Sure enough, McGlynn pours a slim stream of fragrant olive oil from an old flacon of thick greenish glass onto a white saucer. The unmistakable scent of Meyer lemons rises up from the golden glistening pool. She rips handfuls of crusty bread into bite-sized chunks for dipping--for saturating--and pours out a small glass of red wine. The humble "meal" is complete.
As co-owner of DaVero olive oil company, with husband Ridgely Evers, McGlynn could be dubbed the county's Olive Oil Empress. The Dry Creek Valley appellation oil produced by this Healdsburg company was the first American oil to earn the prestigious extra-virgin designation in Europe. Three years ago, the Sonoma County oil won over Italian and French equivalents during a blind tasting in Imperia, Italy.
The ever-proud McGlynn is obviously truly in love with her product. "Oil is so good--it's just tremendously rich and vibrant and tasty," she enthuses. "It's more that just a fat, it's a flavor."

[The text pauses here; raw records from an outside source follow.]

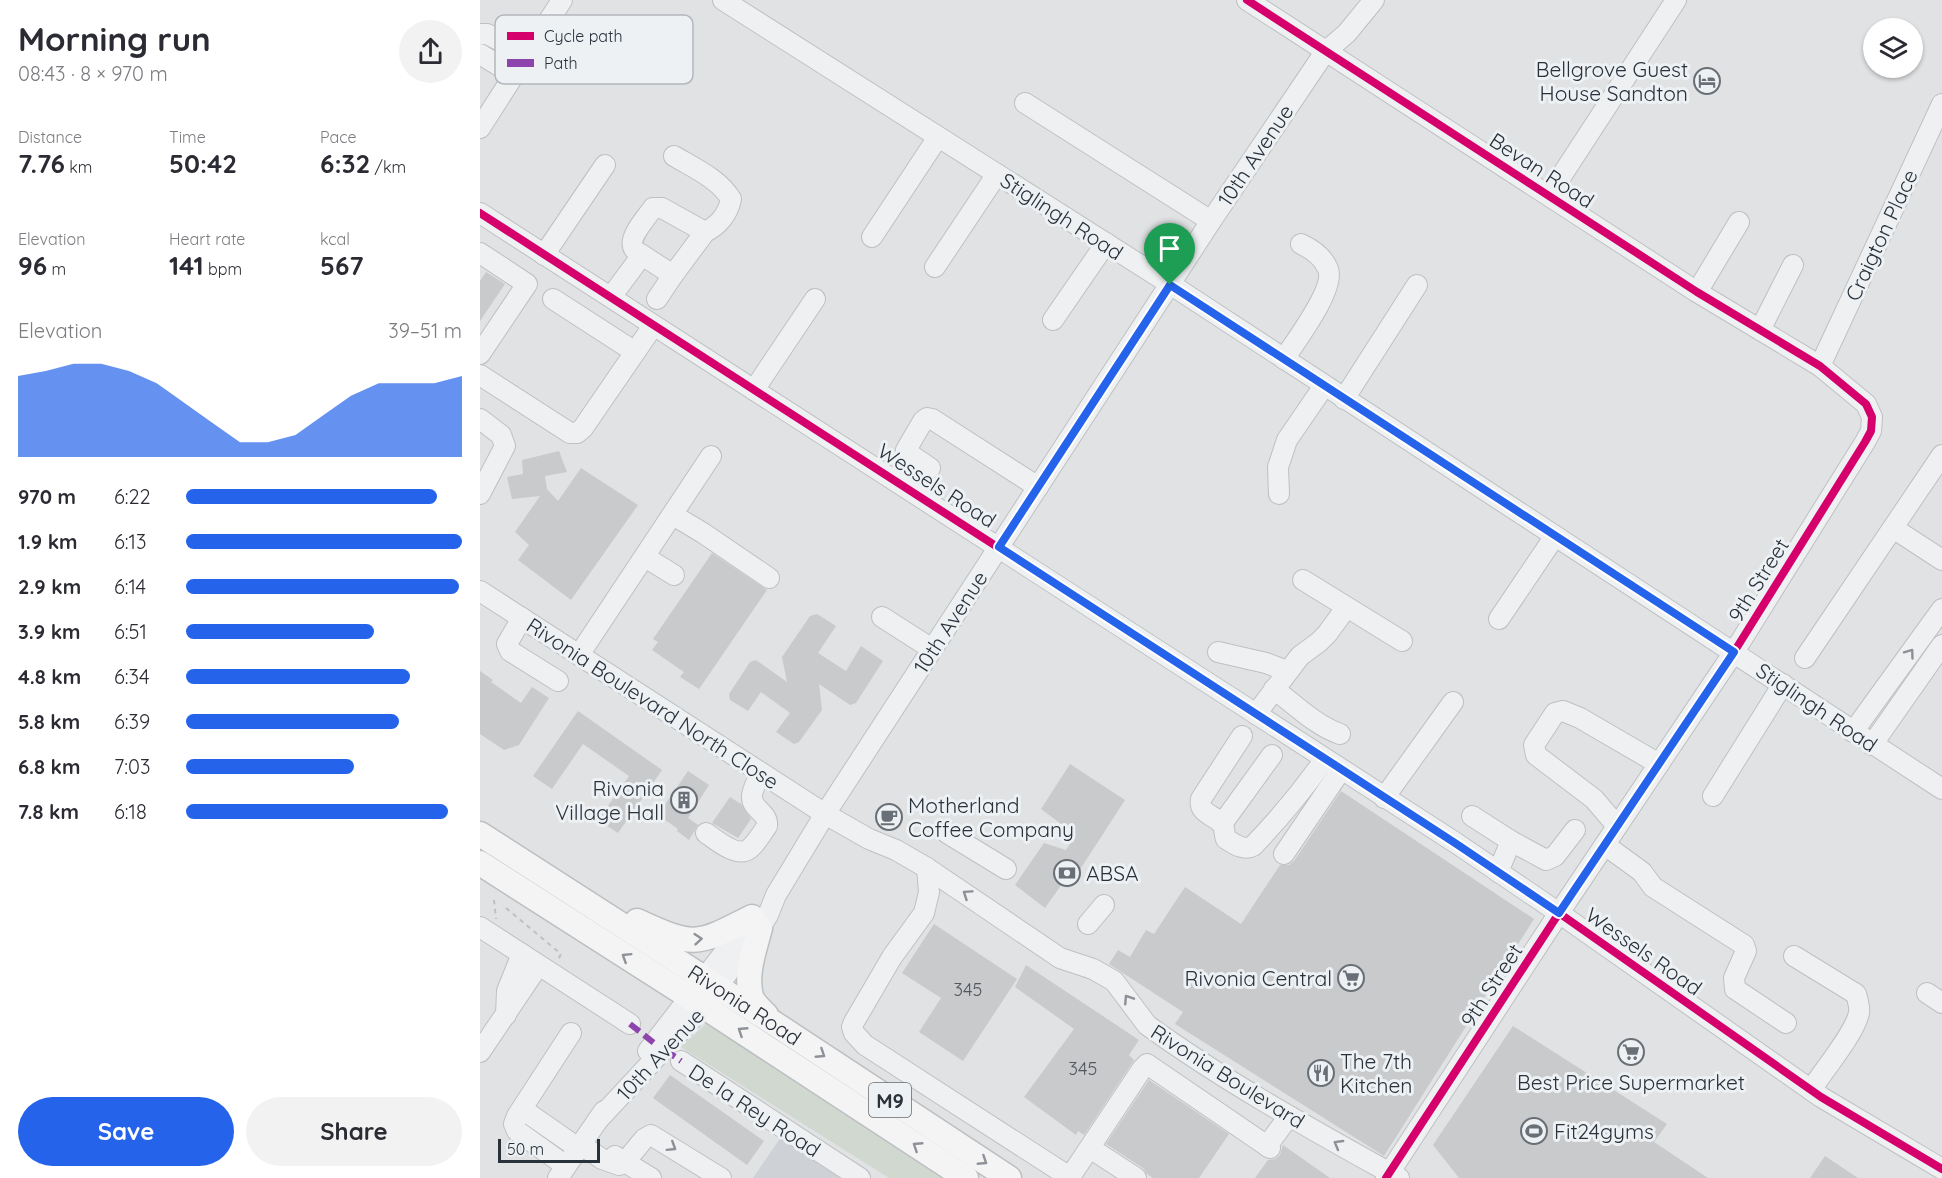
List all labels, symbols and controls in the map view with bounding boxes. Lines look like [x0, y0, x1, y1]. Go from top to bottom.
legend [495, 15, 693, 84]
text: Morning run [18, 18, 211, 59]
map controls [1863, 18, 1923, 78]
button: layers [1863, 18, 1923, 78]
button: share [399, 20, 462, 83]
text: Cycle path [544, 26, 623, 46]
text: Path [544, 53, 578, 73]
place label: Bellgrove Guest House Sandton [1536, 56, 1688, 106]
text: 08:43 · 8 × 970 m [18, 61, 168, 86]
hotel icon: Bellgrove Guest House Sandton [1692, 66, 1722, 96]
street label: 10th Avenue [1212, 99, 1298, 211]
text: Distance [18, 127, 82, 147]
text: Time [169, 127, 206, 147]
text: Pace [320, 127, 356, 147]
street label: Bevan Road [1485, 127, 1599, 213]
text: 7.76 [18, 147, 65, 180]
text: 50:42 [169, 147, 237, 180]
text: 6:32 [320, 147, 370, 180]
text: km [65, 157, 92, 177]
text: /km [370, 157, 406, 177]
street label: Craigton Place [1839, 165, 1923, 305]
street label: Stiglingh Road [996, 167, 1128, 265]
pin [1144, 223, 1195, 285]
text: Elevation [18, 229, 85, 249]
text: Heart rate [169, 229, 245, 249]
text: kcal [320, 229, 350, 249]
icon: arrive [1153, 232, 1186, 265]
text: 96 [18, 249, 47, 282]
text: 141 [169, 249, 204, 282]
text: 567 [320, 249, 364, 282]
text: m [47, 259, 66, 279]
text: bpm [204, 259, 242, 279]
text: Elevation [18, 318, 102, 343]
text: 39–51 m [388, 318, 462, 343]
street label: Wessels Road [873, 437, 1001, 533]
text: 970 m [18, 484, 76, 509]
text: 6:22 [114, 484, 151, 509]
text: 1.9 km [18, 529, 78, 554]
text: 6:13 [114, 529, 146, 554]
street label: 9th Street [1722, 533, 1794, 627]
street label: 10th Avenue [907, 566, 993, 678]
text: 2.9 km [18, 574, 81, 599]
text: 6:14 [114, 574, 146, 599]
street label: Rivonia Boulevard North Close [522, 612, 784, 794]
text: 3.9 km [18, 619, 81, 644]
text: 6:51 [114, 619, 147, 644]
one-way arrow [1903, 648, 1914, 659]
street label: Stiglingh Road [1751, 657, 1883, 757]
text: 4.8 km [18, 664, 81, 689]
text: 6:34 [114, 664, 150, 689]
text: 5.8 km [18, 709, 80, 734]
text: 6:39 [114, 709, 150, 734]
text: 6.8 km [18, 754, 80, 779]
text: 7:03 [114, 754, 150, 779]
place label: Rivonia Village Hall [555, 775, 664, 825]
building icon: Rivonia Village Hall [669, 785, 699, 815]
place label: Motherland Coffee Company [908, 792, 1074, 842]
text: 7.8 km [18, 799, 79, 824]
text: 6:18 [114, 799, 147, 824]
cafe icon: Motherland Coffee Company [874, 802, 904, 832]
bank icon: ABSA [1052, 858, 1082, 888]
place label: ABSA [1086, 860, 1139, 886]
one-way arrow [962, 890, 973, 901]
street label: Wessels Road [1581, 901, 1707, 1001]
one-way arrow [694, 933, 703, 946]
street label: 9th Street [1455, 939, 1527, 1031]
one-way arrow [622, 953, 632, 965]
street label: Rivonia Road [683, 959, 806, 1051]
supermarket icon: Rivonia Central [1336, 963, 1366, 993]
place label: Rivonia Central [1184, 965, 1332, 991]
house number: 345 [954, 978, 982, 1001]
one-way arrow [1123, 995, 1135, 1005]
street label: 10th Avenue [611, 1002, 709, 1106]
street label: Rivonia Boulevard [1146, 1018, 1310, 1134]
one-way arrow [737, 1027, 748, 1038]
supermarket icon: Best Price Supermarket [1616, 1037, 1646, 1067]
one-way arrow [814, 1046, 825, 1057]
place label: The 7th Kitchen [1340, 1048, 1413, 1098]
house number: 345 [1069, 1057, 1097, 1080]
street label: De la Rey Road [684, 1058, 826, 1162]
restaurant icon: The 7th Kitchen [1306, 1058, 1336, 1088]
place label: Best Price Supermarket [1517, 1069, 1745, 1095]
road number: M9 [869, 1083, 911, 1117]
button: Save [18, 1097, 234, 1166]
button: Share [246, 1097, 462, 1166]
sports icon: Fit24gyms [1519, 1116, 1549, 1146]
place label: Fit24gyms [1554, 1118, 1654, 1144]
scale bar [498, 1136, 600, 1164]
text: 50 m [507, 1139, 544, 1159]
one-way arrow [666, 1140, 676, 1152]
one-way arrow [1334, 1140, 1344, 1151]
one-way arrow [913, 1142, 924, 1153]
one-way arrow [976, 1154, 987, 1165]

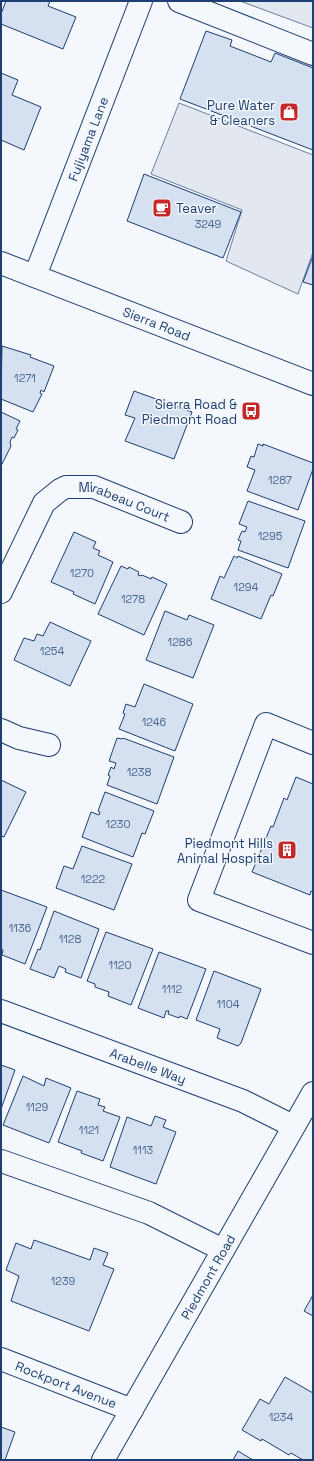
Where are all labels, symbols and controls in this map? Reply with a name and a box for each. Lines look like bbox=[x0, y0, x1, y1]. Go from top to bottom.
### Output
street label: Fujiyama Lane bbox=[64, 94, 112, 183]
place label: Pure Water & Cleaners bbox=[207, 97, 275, 129]
shop icon: Pure Water & Cleaners bbox=[278, 101, 300, 123]
cafe icon: Teaver bbox=[151, 197, 173, 219]
place label: Teaver bbox=[176, 200, 217, 217]
house number: 3249 bbox=[195, 217, 222, 231]
street label: Sierra Road bbox=[120, 303, 193, 344]
house number: 1271 bbox=[14, 371, 36, 385]
place label: Sierra Road & Piedmont Road bbox=[142, 396, 237, 428]
bus stop icon: Sierra Road & Piedmont Road bbox=[240, 400, 262, 422]
house number: 1287 bbox=[268, 473, 292, 487]
street label: Mirabeau Court bbox=[79, 479, 172, 525]
house number: 1295 bbox=[258, 529, 283, 543]
house number: 1270 bbox=[70, 566, 94, 580]
house number: 1294 bbox=[234, 580, 259, 594]
house number: 1278 bbox=[121, 592, 145, 606]
house number: 1286 bbox=[168, 635, 193, 649]
house number: 1254 bbox=[40, 644, 64, 658]
house number: 1246 bbox=[142, 715, 167, 729]
house number: 1238 bbox=[127, 765, 151, 779]
house number: 1230 bbox=[106, 817, 130, 831]
place label: Piedmont Hills Animal Hospital bbox=[177, 835, 273, 867]
building icon: Piedmont Hills Animal Hospital bbox=[276, 839, 298, 861]
house number: 1222 bbox=[81, 872, 106, 886]
house number: 1136 bbox=[9, 921, 32, 935]
house number: 1128 bbox=[59, 932, 81, 946]
house number: 1120 bbox=[109, 958, 131, 972]
house number: 1112 bbox=[162, 982, 183, 996]
house number: 1104 bbox=[216, 997, 240, 1011]
street label: Arabelle Way bbox=[108, 1044, 189, 1088]
house number: 1129 bbox=[26, 1100, 49, 1114]
house number: 1121 bbox=[79, 1123, 99, 1137]
house number: 1113 bbox=[133, 1143, 154, 1157]
street label: Piedmont Road bbox=[177, 1231, 239, 1322]
house number: 1239 bbox=[51, 1274, 76, 1288]
street label: Rockport Avenue bbox=[13, 1357, 119, 1412]
house number: 1234 bbox=[269, 1410, 293, 1424]

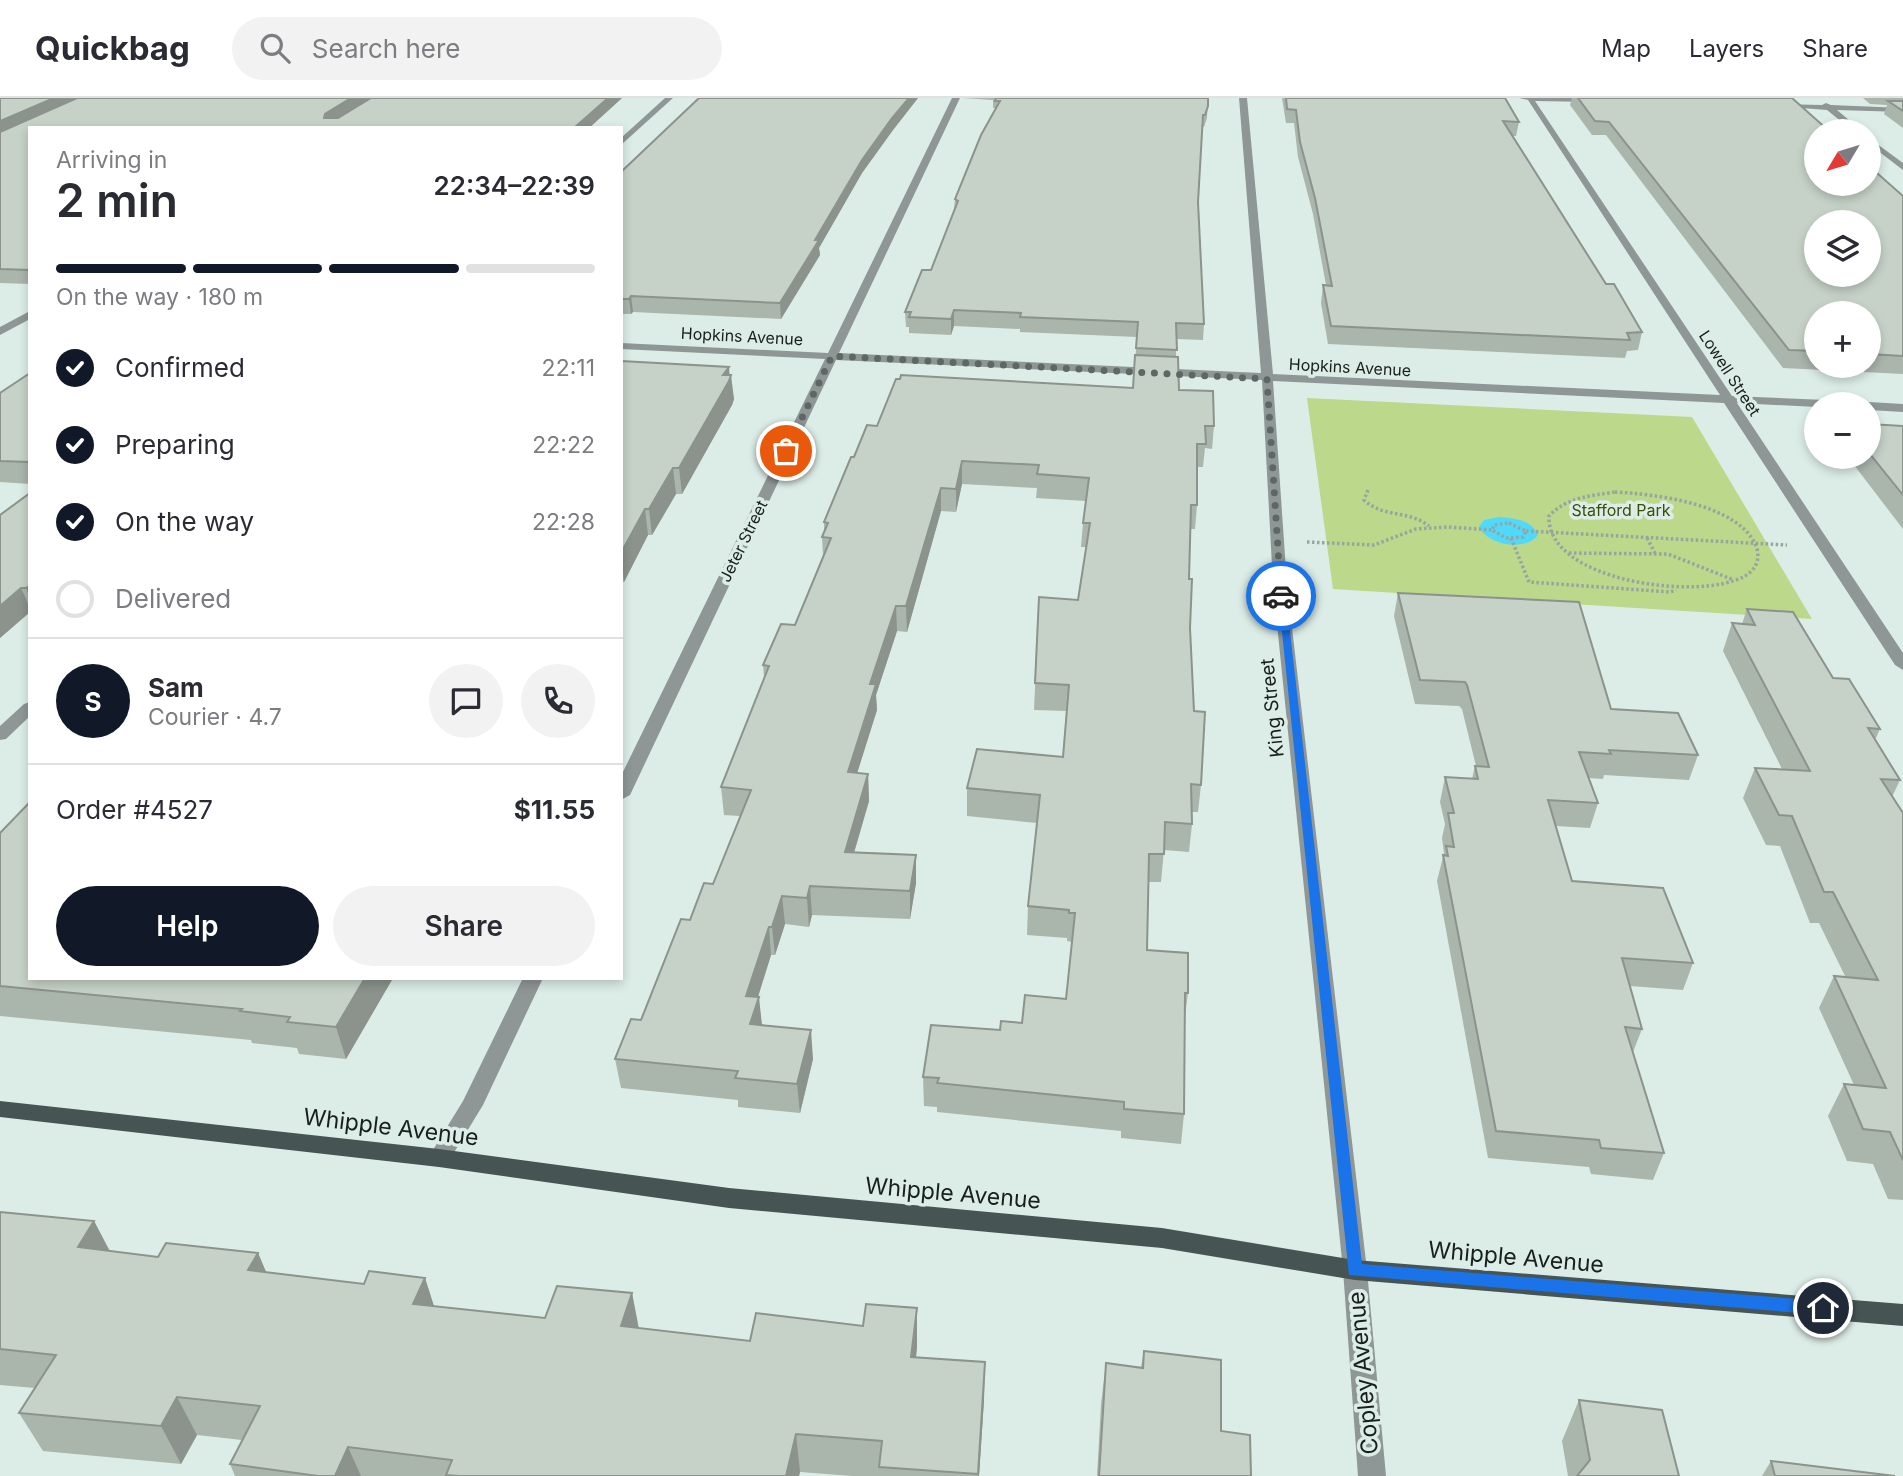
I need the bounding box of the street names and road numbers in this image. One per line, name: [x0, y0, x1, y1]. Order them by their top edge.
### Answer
street label: Hopkins Avenue: [680, 323, 804, 349]
street label: Lowell Street: [1695, 327, 1765, 419]
street label: Hopkins Avenue: [1288, 354, 1412, 380]
street label: Jeter Street: [715, 497, 771, 585]
street label: King Street: [1255, 657, 1289, 759]
street label: Whipple Avenue: [302, 1102, 480, 1152]
street label: Whipple Avenue: [864, 1171, 1042, 1215]
street label: Whipple Avenue: [1427, 1235, 1605, 1279]
street label: Copley Avenue: [1342, 1290, 1384, 1456]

She even teaches classes on how to "taste" the extra-virgin elixir. "Note how the oil feels in your mouth. It should fill your senses without coating your palate," she instructs. "A good oil will make its presence known, then move on. An inferior oil will linger, leaving you feeling like you've licked paint."
However, McGlynn wasn't always the expert. She grew up on a dairy farm in Wisconsin, where cans of Bertoli olive oil, imported in bulk, and a couple of wizened garlic heads wrapped in cellophane were considered the height of glamour and sophistication. "Wildly exotic and precious," she recalls with a grin. "I was captivated. That's when I began to love food." She embarked on a culinary career, eventually landing a job as a chef at Stars Restaurant in San Francisco.
AFTER FIVE YEARS at Stars, she and two friends opened the now-defunct Samba Java restaurant on Healdsburg plaza. In 1990, Evers and McGlynn planted the first olive trees from precious cuttings discovered in Tuscany. McGlynn currently splits her time between the olive oil business and catering, while Evers, 49, besides making oil, also runs an Internet startup company. But producing the organic gourmet olive oil keeps them plenty busy.
"Just as with wine, it's the fruit you start with that determines everything," explains McGlynn. "And oil, unlike wine, is best when freshest with no manipulation--you pick and crush as soon as you can, you handle the fruit carefully, you press it, and that's it. Unlike wine, where you blend and create flavors, you don't want to interfere with the product."
She carefully holds up the green bottle. Caresses it.
But it's not all romance among the groves: the nitty-gritty reality of being olive farmers can take its toll. Besides being an extremely slow crop, requiring many years to mature, the fruit is also highly susceptible to weather changes. In addition, the recent appearance in the Los Angeles area of the olive fruit fly, a destructive pest that is the olive industry's equivalent of the grape biz's glassy-winged sharpshooter, is a major cause for concern. "It's a huge deal," says Mc-
Glynn. "[The pest] is now in Southern California and is working its way up. It could be a huge problem."
Besides increased delimitation trapping and larval surveys to find out whether the pest is out there, the California Department of Food and Agriculture is hiring staff for expanded trap monitoring and seeking additional state funding to gauge the problem. Still, so far the isolated DaVero farm has seen no sign of the pest, so life continues and the organic oil is produced.
DURING HARVEST time, two tons of olives per day are picked, transported to Marin County, and pressed with a traditional granite stone and hydraulic press at Frantoio Restaurant in Mill Valley.
The oil produced is for finishing and dressing food rather than for heat cooking, which would burn off all the fruit flavors. According to McGlynn, the product contains a harmony of flavors that needs no additives. "There's a green freshness, a pepper taste, and a little bitter tone," she says.
The couple has just introduced the Meyer lemon version of the original oil. Whole Meyer lemons and mission olives are crushed together with the estate oil to give more body, structure, and a slight floral taste. "It's unlike infused oil where they stick something in to flavor it. Here, the oil of two fruits emulsifies," Mc-
Glynn explains.
The result is a vibrant, bright, fresh flavor--perfect drizzled on butter lettuce or to finish a dish of fettuccine with sautéed shrimp, pepper flakes, and garlic.
And if McGlynn and Evers get weary of olives, there's always that old Sonoma County standby--wine grapes. "We just planted five acres of grapes. In four years we'll have Da-
Vero sangiovese," reveals McGlynn. She looks out wistfully at the static pond. "Hmm, maybe we'll create a whole DaVero line."